I help lead singing in the praise team at church, and #9 hits me hard. Not the only thing that matters, but it hits me hard. For my part, here are some of the things I try to do to involve the congregation:

  • Glance from side to side around the congregation and see if I can make eye contact.
  • Smile when appropriate. Kids often give a great excuse.
  • Figure out what sex one is, and make a point of singing in an appropriate range for that voice. It can help when the men/women model the male/female ranges.
  • If you know how to harmonize, and you're not leading, harmonize. (leader needs to generally sing the melody in his octave)
  • Sing in an appropriate way for the subject matter.

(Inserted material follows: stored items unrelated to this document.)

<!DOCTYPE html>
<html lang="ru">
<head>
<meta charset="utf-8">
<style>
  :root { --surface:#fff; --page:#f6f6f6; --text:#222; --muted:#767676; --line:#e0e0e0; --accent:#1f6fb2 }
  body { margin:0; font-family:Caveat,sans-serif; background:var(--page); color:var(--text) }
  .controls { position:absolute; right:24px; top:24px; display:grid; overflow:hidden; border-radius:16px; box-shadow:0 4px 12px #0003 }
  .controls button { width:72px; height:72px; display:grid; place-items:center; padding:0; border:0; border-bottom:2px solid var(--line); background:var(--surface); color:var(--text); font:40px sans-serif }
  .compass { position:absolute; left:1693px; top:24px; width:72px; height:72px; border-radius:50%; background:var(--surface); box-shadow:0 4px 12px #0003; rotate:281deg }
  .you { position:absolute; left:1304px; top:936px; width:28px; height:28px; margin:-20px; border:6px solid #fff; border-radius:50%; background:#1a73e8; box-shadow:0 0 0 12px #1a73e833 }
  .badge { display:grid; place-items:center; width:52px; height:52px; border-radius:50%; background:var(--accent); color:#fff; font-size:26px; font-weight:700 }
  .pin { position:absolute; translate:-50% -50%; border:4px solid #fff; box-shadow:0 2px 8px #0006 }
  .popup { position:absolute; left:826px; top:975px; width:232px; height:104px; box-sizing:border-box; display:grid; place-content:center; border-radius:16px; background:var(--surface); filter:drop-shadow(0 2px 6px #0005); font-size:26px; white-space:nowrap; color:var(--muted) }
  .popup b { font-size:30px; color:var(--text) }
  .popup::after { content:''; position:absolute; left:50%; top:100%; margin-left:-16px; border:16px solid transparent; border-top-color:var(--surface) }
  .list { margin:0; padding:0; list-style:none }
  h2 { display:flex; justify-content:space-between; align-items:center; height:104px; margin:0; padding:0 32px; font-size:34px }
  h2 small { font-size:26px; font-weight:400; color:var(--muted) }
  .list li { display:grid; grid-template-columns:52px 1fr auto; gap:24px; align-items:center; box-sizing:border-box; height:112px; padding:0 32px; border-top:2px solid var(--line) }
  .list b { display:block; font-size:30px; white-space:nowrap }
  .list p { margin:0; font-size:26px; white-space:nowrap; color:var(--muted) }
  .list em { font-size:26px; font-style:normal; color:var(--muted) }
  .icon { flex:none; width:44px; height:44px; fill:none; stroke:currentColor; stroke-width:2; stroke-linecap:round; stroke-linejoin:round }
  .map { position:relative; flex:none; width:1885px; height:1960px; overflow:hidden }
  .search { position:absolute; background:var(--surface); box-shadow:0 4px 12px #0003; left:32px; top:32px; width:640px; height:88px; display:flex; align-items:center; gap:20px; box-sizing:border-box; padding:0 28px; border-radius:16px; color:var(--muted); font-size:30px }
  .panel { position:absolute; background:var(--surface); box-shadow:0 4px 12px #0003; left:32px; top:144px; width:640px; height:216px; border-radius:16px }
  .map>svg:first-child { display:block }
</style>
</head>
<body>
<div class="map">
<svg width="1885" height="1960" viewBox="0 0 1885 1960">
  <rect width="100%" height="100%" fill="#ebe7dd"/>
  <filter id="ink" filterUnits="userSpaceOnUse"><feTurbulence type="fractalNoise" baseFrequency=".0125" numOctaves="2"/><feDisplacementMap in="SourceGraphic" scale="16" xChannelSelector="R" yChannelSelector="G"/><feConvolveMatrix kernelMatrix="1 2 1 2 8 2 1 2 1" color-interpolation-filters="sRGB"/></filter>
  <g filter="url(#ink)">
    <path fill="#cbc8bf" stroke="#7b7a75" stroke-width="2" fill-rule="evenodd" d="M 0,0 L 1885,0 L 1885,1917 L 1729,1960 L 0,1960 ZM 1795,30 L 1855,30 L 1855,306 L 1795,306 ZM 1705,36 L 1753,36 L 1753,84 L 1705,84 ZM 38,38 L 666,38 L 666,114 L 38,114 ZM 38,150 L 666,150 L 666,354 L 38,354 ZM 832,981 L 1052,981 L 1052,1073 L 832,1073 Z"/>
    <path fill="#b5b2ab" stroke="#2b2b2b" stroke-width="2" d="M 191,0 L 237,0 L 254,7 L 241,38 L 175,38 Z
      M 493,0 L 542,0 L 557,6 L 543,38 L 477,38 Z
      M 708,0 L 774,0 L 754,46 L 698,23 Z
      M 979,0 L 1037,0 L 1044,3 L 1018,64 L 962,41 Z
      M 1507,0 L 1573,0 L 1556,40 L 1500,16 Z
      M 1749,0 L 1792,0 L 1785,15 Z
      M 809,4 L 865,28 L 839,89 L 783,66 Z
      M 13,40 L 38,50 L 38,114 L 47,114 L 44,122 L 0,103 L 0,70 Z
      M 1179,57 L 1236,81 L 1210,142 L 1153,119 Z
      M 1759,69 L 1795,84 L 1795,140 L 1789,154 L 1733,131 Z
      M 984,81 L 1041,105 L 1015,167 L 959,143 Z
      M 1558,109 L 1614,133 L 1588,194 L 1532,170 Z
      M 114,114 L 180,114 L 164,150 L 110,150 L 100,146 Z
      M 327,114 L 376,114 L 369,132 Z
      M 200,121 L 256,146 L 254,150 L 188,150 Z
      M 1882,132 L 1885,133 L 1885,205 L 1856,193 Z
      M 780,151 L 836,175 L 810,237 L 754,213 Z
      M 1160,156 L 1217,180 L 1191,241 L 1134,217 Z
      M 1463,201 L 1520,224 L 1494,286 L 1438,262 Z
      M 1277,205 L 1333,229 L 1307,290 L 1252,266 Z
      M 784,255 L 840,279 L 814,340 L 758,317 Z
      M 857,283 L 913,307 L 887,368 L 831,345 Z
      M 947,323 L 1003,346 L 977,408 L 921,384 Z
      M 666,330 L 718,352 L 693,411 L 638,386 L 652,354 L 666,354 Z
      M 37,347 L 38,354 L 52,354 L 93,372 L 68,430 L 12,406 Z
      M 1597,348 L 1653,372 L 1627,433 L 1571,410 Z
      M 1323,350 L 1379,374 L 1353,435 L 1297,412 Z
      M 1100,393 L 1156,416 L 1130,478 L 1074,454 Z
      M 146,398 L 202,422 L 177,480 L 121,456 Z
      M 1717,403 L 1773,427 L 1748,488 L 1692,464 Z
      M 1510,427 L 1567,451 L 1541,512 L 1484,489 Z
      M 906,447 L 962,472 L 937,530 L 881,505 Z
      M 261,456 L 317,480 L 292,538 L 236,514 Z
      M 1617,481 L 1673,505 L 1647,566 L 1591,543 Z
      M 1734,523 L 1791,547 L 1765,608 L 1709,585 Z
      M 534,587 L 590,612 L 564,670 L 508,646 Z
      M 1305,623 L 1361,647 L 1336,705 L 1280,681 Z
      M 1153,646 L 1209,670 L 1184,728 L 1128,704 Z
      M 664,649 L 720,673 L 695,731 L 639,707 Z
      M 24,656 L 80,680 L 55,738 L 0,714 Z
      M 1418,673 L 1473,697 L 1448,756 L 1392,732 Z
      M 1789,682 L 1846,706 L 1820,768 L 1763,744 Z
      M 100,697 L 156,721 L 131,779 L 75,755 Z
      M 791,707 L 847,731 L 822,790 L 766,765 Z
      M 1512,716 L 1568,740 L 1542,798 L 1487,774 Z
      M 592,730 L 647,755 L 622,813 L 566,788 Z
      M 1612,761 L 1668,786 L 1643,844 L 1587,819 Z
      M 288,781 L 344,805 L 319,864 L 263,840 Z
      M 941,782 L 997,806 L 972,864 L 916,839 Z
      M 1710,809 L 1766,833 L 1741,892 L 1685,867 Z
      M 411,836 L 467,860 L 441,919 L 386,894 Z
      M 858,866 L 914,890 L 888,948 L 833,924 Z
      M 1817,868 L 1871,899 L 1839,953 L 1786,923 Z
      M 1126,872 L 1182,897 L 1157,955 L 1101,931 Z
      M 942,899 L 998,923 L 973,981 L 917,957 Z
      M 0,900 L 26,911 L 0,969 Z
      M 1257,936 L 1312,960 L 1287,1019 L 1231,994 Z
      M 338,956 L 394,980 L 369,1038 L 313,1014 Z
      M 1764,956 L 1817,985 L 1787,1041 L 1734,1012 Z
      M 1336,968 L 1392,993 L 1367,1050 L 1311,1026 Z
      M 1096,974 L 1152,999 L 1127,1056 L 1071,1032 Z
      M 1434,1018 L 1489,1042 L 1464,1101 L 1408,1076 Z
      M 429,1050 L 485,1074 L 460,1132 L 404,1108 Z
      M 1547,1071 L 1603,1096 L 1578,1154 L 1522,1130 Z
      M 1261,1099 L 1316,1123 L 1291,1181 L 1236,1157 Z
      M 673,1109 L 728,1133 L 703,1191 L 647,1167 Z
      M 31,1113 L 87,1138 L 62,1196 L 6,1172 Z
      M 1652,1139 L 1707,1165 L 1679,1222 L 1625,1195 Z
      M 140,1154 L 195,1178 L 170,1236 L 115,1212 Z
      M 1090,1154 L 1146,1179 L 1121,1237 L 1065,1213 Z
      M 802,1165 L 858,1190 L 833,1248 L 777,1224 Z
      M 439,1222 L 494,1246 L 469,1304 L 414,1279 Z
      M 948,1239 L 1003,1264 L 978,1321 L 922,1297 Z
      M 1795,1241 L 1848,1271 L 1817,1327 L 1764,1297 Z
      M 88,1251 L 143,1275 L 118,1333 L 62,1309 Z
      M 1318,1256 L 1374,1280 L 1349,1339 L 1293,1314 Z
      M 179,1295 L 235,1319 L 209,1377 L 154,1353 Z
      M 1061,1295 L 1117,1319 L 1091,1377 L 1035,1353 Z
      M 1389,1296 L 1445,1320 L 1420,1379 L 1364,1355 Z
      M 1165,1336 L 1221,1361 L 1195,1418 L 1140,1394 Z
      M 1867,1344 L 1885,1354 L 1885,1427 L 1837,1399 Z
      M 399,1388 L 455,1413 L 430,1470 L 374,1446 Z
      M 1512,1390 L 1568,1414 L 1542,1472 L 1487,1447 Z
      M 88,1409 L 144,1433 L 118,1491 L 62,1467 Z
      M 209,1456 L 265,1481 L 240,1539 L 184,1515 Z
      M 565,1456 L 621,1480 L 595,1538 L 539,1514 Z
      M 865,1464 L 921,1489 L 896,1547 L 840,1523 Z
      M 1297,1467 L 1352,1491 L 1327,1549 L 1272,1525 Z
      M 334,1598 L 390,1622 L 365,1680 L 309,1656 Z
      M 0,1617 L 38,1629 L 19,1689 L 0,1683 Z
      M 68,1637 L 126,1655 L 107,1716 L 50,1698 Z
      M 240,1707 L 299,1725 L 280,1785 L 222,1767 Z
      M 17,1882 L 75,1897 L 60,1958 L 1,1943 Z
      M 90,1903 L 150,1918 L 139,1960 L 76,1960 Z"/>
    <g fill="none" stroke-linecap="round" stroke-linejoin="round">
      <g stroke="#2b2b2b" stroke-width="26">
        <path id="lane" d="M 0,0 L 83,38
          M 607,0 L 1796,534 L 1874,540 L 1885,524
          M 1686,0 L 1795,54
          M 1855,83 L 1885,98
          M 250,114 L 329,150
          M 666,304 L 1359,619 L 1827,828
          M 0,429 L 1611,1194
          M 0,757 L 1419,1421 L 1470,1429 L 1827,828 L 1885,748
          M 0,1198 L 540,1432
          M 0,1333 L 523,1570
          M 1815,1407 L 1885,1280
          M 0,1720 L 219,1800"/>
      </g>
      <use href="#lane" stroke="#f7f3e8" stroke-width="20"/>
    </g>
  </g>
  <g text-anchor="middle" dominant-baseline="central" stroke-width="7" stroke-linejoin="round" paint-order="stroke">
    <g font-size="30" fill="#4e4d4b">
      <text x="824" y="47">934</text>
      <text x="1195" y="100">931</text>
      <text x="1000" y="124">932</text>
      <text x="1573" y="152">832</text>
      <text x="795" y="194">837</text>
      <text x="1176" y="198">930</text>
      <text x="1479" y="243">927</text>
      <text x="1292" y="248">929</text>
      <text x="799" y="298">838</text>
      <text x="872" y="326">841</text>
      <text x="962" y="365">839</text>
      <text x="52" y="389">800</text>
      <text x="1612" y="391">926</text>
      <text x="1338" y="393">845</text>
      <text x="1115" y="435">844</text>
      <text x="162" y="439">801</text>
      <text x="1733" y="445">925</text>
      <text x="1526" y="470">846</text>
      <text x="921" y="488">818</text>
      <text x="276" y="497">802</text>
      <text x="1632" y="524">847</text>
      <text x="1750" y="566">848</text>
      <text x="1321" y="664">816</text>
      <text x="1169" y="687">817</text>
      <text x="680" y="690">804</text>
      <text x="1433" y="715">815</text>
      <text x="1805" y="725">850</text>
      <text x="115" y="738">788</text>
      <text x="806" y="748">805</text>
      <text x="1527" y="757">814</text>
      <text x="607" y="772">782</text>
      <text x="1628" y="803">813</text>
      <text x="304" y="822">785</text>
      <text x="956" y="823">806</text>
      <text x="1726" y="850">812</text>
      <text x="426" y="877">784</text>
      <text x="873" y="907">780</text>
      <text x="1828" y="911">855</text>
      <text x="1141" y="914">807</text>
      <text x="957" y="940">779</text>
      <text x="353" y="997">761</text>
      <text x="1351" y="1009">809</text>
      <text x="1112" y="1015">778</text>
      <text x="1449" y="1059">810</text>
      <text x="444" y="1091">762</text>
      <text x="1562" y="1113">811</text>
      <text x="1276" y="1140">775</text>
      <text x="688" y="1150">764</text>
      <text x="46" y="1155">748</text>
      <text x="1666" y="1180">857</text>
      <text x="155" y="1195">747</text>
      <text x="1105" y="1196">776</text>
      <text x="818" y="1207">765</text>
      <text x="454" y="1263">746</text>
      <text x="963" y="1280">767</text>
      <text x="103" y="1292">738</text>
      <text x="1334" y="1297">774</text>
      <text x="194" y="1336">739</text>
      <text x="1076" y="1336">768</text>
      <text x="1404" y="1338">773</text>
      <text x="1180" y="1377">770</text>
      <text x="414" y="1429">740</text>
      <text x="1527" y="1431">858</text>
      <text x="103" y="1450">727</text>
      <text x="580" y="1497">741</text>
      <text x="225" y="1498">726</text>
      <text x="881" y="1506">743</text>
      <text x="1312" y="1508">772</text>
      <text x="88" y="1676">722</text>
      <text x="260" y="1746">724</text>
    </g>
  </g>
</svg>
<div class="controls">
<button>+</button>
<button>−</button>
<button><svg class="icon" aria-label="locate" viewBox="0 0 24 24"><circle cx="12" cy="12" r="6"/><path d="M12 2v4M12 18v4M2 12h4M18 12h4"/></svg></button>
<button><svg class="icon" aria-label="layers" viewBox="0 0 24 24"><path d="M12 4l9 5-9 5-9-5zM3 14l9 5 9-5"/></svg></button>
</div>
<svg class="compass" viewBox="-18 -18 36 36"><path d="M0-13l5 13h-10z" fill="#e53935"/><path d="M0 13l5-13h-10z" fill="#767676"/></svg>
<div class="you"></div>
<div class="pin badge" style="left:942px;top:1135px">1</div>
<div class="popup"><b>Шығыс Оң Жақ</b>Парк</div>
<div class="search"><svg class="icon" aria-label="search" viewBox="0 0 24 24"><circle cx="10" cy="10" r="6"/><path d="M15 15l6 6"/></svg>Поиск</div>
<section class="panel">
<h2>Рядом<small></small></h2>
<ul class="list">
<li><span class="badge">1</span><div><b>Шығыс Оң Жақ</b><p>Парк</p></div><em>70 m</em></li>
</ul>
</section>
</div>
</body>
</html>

Aspiring to be a stick in the mud.

As someone who is chorally trained, but not a music leader, I look at your 4th bullet, and I’m reminded that many times sheet music is not provided for the new songs not in the hymnbook.

I can sing parts, and I can do so when they come easily by ear, or if they are written down. On new songs with no music provided, I’m often just trying to figure out the timing and melody before I can attempt singing parts. Not to mention that the way many newer songs are written, they are not intended for harmony lines, or if they have harmonies, they are not really easy to sing by ear given the accompaniment.

I realize not many people these days read music (and I don’t claim to be any kind of expert at it), but not making music sheets available on new songs makes it harder for those who can and want to sing to do so well.

Much of that article rings true, but making sure there is a fairly standard repertory to be used along with occasional new songs definitely helps congregational singing.

I’m not saying we should all start using The Sacred Harp and only sing songs from that source, but the way that style of music tried to train congregations to sing certainly helped audience participation, and the fact that everyone who sings from that book regularly is familiar with the songs helps quite a bit as well. When I visit churches and every song chosen is an old familiar one, I’ve noticed that audience participation goes way up. Even at my own church, it’s obvious that the worshippers join in much more readily on the old standards than on the latest new songs (which thankfully at my church are introduced sparingly).

I understand that learning new songs is helpful when trying not grow stale, but I get the feeling that we’ve thrown out so much of the familiar that people just decide that listening is the better choice compared to trying to participate poorly.